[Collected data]
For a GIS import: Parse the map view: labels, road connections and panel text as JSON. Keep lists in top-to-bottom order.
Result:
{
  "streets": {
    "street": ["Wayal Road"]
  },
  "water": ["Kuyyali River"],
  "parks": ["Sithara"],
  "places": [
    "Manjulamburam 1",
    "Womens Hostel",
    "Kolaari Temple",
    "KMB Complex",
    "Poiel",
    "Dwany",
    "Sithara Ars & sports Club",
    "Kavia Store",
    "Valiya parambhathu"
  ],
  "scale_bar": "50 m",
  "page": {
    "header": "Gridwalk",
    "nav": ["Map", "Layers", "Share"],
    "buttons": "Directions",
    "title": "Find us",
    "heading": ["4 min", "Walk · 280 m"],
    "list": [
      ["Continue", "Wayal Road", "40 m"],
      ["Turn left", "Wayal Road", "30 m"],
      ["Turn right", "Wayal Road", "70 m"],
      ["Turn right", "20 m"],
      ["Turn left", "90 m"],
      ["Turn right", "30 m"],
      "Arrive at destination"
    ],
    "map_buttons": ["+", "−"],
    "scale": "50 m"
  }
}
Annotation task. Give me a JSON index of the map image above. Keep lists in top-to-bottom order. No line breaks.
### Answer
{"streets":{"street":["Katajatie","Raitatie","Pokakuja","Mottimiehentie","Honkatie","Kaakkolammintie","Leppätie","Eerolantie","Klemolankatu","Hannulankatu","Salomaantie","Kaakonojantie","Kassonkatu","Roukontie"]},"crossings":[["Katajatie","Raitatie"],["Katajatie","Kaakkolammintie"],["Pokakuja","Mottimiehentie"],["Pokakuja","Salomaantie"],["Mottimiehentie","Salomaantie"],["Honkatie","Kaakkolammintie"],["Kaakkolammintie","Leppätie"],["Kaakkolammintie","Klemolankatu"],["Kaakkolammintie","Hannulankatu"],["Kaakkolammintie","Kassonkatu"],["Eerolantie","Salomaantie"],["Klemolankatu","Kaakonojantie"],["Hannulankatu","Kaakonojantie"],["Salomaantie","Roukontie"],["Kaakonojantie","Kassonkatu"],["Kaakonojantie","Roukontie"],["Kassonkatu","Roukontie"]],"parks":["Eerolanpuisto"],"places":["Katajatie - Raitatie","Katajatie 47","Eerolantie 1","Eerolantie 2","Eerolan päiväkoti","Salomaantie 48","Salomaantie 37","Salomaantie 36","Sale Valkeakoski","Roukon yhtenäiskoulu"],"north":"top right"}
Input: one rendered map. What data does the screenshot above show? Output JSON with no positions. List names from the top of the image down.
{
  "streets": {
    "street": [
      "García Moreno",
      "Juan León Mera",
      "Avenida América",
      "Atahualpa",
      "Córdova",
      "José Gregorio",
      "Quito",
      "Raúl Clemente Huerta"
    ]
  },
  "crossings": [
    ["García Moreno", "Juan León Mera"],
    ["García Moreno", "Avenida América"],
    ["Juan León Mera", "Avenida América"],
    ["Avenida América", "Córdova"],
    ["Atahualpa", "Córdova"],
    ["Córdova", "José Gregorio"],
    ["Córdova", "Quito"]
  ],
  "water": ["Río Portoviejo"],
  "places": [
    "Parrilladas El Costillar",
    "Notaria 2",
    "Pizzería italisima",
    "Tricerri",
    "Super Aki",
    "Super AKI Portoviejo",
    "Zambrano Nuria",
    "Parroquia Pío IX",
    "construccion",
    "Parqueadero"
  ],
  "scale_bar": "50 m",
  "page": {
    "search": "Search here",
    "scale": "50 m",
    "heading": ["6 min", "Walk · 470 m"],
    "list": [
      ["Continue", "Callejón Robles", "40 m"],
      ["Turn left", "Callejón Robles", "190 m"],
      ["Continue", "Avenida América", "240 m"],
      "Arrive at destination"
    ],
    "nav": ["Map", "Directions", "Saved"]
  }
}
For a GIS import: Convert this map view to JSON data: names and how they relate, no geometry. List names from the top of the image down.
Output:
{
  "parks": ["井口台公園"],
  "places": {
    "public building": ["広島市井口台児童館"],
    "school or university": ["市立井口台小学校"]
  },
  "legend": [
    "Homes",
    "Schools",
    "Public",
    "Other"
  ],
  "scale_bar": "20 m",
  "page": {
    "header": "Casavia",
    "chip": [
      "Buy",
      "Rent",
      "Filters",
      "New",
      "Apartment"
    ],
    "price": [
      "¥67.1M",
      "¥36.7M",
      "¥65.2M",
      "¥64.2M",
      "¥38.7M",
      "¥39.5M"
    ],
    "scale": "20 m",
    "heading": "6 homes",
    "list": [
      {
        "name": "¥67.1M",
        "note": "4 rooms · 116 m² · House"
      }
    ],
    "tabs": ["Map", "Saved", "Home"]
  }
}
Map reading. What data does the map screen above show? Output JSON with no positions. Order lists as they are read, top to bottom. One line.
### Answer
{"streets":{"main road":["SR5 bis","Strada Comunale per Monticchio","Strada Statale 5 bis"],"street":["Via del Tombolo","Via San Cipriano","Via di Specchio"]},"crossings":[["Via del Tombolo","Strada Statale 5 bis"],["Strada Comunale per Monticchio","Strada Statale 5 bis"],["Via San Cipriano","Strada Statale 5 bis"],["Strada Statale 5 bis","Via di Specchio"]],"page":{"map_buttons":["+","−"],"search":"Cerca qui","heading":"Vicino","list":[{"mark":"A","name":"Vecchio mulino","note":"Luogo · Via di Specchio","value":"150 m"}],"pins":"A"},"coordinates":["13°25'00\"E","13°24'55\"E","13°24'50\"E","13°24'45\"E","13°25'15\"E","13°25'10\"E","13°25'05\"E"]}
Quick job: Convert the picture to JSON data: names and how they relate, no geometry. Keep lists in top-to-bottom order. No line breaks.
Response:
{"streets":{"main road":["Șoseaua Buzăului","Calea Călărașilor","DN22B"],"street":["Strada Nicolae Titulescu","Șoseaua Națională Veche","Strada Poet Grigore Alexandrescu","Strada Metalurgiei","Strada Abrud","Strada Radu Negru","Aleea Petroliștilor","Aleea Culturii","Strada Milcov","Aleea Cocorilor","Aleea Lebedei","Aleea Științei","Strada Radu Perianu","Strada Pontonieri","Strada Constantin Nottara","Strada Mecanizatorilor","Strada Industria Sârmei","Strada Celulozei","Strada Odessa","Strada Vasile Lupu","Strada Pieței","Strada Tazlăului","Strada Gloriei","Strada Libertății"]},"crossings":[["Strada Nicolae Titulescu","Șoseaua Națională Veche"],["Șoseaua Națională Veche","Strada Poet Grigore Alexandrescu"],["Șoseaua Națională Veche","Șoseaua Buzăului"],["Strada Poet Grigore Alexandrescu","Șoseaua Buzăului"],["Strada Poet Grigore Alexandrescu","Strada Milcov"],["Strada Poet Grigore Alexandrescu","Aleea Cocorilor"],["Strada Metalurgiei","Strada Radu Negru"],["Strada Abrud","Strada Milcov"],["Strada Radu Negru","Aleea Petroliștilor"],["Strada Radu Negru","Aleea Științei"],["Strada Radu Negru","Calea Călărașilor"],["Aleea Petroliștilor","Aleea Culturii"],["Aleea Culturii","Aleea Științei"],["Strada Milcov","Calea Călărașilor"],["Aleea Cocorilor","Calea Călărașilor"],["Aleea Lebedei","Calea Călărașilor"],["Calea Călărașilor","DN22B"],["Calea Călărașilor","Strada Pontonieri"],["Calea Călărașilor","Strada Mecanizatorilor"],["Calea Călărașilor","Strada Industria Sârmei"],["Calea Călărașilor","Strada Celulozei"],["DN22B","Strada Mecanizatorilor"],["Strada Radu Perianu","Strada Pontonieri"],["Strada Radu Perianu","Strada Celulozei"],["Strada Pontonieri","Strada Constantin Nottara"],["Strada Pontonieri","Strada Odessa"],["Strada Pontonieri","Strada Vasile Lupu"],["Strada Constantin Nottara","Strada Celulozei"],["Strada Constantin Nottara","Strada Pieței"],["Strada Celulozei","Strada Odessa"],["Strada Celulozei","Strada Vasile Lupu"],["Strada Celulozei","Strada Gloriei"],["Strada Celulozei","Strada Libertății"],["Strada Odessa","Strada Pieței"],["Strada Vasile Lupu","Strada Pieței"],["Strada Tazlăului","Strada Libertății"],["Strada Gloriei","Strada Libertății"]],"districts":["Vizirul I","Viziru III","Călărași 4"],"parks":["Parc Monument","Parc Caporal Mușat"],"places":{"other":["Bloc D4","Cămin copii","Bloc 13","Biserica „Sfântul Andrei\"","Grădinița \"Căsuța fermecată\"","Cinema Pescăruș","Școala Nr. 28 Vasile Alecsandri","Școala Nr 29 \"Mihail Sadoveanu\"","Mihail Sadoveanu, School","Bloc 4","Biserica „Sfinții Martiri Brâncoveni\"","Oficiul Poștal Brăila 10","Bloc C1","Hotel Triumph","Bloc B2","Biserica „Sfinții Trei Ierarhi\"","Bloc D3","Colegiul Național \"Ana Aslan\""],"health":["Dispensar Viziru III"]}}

• **Your objective**:
Read the entries and pick out all lines that include the word "Mera".

• **Finished task**:
      "Juan León Mera",
    ["García Moreno", "Juan León Mera"],
    ["Juan León Mera", "Avenida América"],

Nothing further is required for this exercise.